Task details:
Your answer is a copy of every line in the records where "linecap" appears.

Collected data
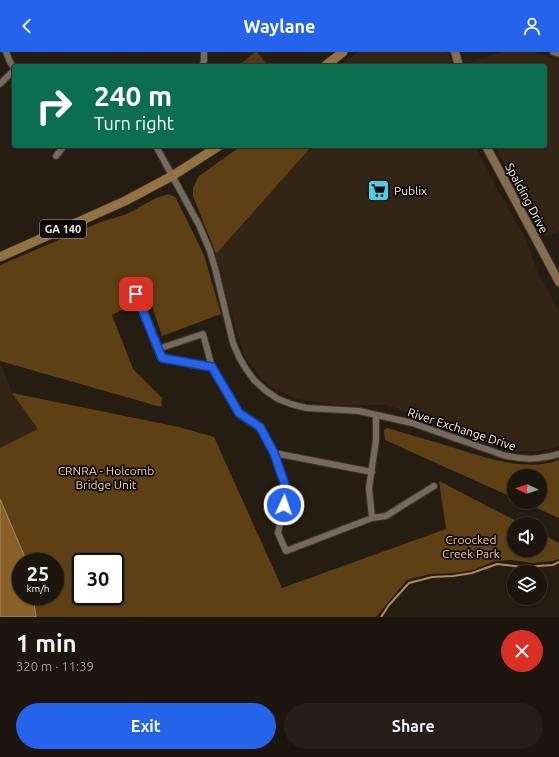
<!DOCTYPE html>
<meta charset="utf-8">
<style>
body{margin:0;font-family:Ubuntu,sans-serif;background:#251f17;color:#f1f3f6;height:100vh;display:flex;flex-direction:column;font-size:15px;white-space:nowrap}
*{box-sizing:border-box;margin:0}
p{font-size:13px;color:#a09f9e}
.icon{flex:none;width:22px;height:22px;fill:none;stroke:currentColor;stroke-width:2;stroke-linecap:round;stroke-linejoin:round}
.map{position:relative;height:565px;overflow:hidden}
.side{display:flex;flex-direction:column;background:#1c160e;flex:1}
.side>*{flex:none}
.top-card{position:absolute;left:12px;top:12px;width:535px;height:84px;border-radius:4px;box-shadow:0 1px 3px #0004,0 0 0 1px #3a352e;background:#0b6e4f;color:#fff;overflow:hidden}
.needle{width:26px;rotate:274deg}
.controls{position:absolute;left:507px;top:417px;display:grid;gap:8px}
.controls a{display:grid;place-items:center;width:40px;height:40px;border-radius:50%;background:#1c160e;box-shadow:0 1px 3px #0004,0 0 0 1px #3a352e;font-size:20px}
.speed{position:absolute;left:12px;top:501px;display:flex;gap:8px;font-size:20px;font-weight:700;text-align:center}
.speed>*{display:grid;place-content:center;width:52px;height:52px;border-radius:50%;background:#1c160e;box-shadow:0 1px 3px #0004,0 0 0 1px #3a352e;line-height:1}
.speed small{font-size:10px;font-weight:400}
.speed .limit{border:2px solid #111;border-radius:6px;background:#fff;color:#111}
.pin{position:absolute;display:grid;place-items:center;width:34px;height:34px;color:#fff;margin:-17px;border-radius:8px;box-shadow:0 2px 6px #0006}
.me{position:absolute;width:44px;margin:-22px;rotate:3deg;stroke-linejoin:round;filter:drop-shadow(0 0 3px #0008)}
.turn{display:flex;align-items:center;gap:14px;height:84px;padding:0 16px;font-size:18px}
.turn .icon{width:52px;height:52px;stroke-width:2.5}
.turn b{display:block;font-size:28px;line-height:34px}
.round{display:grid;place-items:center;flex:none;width:42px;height:42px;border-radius:21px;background:#251f17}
.head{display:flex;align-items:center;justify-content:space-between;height:68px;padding:0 16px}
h1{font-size:24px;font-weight:700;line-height:30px}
.primary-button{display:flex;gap:8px;margin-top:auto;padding:8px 16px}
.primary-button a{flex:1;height:46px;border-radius:24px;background:#2563eb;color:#fff;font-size:16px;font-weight:700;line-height:46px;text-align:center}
.primary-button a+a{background:#251f17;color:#f1f3f6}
header{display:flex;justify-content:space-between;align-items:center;height:52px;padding:0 16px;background:#2563eb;color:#fff;font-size:18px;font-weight:700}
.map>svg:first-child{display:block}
.built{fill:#322515}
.green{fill:#523916}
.forest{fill:#5f4015;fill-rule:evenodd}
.water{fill:#896028;stroke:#ab8c62}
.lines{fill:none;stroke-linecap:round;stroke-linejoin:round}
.stream{stroke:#ab8c62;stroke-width:2}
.street-casing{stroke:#3e3630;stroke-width:8}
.secondary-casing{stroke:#3e3630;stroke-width:10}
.primary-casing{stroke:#3e3630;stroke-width:10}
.street{stroke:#756a5d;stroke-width:6}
.secondary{stroke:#856e50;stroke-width:8}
.primary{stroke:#957242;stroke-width:9}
.route-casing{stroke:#184099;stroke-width:10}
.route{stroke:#2563eb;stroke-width:7}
.labels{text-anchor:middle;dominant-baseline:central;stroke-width:3.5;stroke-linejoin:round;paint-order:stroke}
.shield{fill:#0c0805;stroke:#b2aca6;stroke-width:1}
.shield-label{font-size:11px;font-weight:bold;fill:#f9f2eb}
.poi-label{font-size:12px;fill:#f9f2eb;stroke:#0c0805;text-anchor:start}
.street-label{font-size:12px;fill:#f9f2eb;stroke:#0c0805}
.park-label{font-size:12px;fill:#f8d3a6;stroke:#0c0805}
</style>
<header><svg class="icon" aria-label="back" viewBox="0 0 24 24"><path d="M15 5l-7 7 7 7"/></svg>Waylane<svg class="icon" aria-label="person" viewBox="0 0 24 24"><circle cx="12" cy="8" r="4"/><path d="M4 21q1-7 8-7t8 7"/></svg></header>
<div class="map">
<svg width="559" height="565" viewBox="0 0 559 565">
<rect width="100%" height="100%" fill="#261d12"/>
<path class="built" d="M 358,0 L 446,0 L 446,1 L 448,1 L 452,14 L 340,14 Z
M 504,0 L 533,0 L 556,7 L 559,9 L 559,179 L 544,185 L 495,94 L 545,94 L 545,14 L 472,14 L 471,9 Z
M 312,94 L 475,94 L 495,133 L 527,189 L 531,203 L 538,221 L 559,259 L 559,395 L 556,396 L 536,399 L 518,399 L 486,389 L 387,353 L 336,353 L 296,347 L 267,332 L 245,306 L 227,247 L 216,202 Z
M 0,311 L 12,341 L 38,377 L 0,396 Z"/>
<path class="green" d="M 255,0 L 257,0 L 268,14 L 238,14 Z"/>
<path class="forest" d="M 241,94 L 312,94 L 216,202 L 193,144 L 193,136 L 199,124 Z
M 169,142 L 176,146 L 204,203 L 221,262 L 162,284 L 145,233 L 126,240 L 130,254 L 112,263 L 133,317 L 162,346 L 161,355 L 0,309 L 0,213 L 101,170 L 127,162 L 156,146 Z
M 12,341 L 179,375 L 214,385 L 282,536 L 446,477 L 439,429 L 522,472 L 514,472 L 514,498 L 540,498 L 540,481 L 559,491 L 559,507 L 553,509 L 532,511 L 511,508 L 495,509 L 473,518 L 454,521 L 430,522 L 407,528 L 376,565 L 36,565 L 33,544 L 55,544 L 55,510 L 27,510 L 0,447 L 0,396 L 38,377 ZM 81,510 L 115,510 L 115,544 L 81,544 Z
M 387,376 C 407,382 428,388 448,394 C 481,404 526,421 559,408 L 559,466 L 523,450 L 540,450 L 540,424 L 514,424 L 514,446 L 385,388 L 384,378 Z"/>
<path class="water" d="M 0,447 L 27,510 L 21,510 L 21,544 L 33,544 L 36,565 L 0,565 Z"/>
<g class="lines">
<path class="stream" d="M 381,565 L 389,553 L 409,531 L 432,525 L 453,524 L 472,521 L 497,512 L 522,515 L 553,513 L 559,510"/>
<defs>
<path id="street" d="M 6,0 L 10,10 L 14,16
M 553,0 L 559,2
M 202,14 L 204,9 L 204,0
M 0,32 L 14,18
M 156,94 L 199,173 L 210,199 L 216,220 L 233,291 L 239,305 L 246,317 L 254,328 L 265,338 L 278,347 L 291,352 L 306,356 L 359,359 L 412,371 L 503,403 C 524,408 538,408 559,402
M 56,104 L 64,94
M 136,242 L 162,306 L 212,315 L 239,361 L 260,375 L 274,401 L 287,439 L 278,481 L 286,499 L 372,466 L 386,464 L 434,434
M 158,297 L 203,282 L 212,315
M 274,401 L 372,420
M 372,466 L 369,436 L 376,388 L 376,364"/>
<path id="secondary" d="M 455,0 L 459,14
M 486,94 L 559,230"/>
<path id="primary" d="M 325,14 L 343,0
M 0,205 L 125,149 L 172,124 L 219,94"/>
</defs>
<use href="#street" class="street-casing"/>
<use href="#secondary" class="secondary-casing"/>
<use href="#primary" class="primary-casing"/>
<use href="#street" class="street"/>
<use href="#secondary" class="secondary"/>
<use href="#primary" class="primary"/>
</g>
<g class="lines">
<defs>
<path id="route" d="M 136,242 L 162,306 L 212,315 L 239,361 L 260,375 L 274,401 L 287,439 L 284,453"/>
</defs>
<use href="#route" class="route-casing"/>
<use href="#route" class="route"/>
</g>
<defs>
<symbol id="supermarket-square" viewBox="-11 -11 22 22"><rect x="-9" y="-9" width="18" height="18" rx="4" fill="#58c9e3" stroke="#0c0805"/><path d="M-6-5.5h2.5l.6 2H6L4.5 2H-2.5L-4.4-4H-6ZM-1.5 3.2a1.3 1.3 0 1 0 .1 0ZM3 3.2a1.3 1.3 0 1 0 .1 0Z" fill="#111"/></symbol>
</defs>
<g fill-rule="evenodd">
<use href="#supermarket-square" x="366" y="126" width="25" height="25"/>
</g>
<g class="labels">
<rect class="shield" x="40" y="168" width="46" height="18" rx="3"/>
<g class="shield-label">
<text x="63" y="177">GA 140</text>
</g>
<g class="poi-label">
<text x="394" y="138">Publix</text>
</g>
<g class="street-label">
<text transform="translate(527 146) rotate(62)">Spalding Drive</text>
<text transform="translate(462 377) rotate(18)">River Exchange Drive</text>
</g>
<g class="park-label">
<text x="106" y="418">CRNRA - Holcomb<tspan x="106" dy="14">Bridge Unit</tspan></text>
<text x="471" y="487">Croocked<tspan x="471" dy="14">Creek Park</tspan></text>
</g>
</g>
</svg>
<div class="controls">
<a><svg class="needle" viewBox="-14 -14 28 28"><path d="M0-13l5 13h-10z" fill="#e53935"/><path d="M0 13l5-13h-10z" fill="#a09f9e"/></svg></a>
<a><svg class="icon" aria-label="sound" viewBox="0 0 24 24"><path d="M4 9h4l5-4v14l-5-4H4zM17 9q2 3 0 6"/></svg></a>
<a><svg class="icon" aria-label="layers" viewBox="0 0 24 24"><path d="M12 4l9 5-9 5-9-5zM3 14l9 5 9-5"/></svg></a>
</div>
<div class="speed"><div>25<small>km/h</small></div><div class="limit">30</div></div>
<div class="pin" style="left:136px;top:242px;background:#d93025"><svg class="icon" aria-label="arrive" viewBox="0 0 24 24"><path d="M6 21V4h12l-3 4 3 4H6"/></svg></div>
<svg class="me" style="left:284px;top:453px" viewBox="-20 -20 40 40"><circle r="17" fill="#2563eb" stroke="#fff" stroke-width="3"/><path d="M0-11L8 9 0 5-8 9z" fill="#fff"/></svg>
<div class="top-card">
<div class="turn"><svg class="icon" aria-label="right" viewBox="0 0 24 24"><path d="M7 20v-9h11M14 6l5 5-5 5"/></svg><div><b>240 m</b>Turn right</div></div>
</div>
</div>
<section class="side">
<div class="head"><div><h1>1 min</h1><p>320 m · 11:39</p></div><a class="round" style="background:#d93025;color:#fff"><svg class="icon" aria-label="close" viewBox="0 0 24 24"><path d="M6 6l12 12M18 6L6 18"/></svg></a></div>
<div class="primary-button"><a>Exit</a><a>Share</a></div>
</section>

Written reply:
.icon{flex:none;width:22px;height:22px;fill:none;stroke:currentColor;stroke-width:2;stroke-linecap:round;stroke-linejoin:round}
.lines{fill:none;stroke-linecap:round;stroke-linejoin:round}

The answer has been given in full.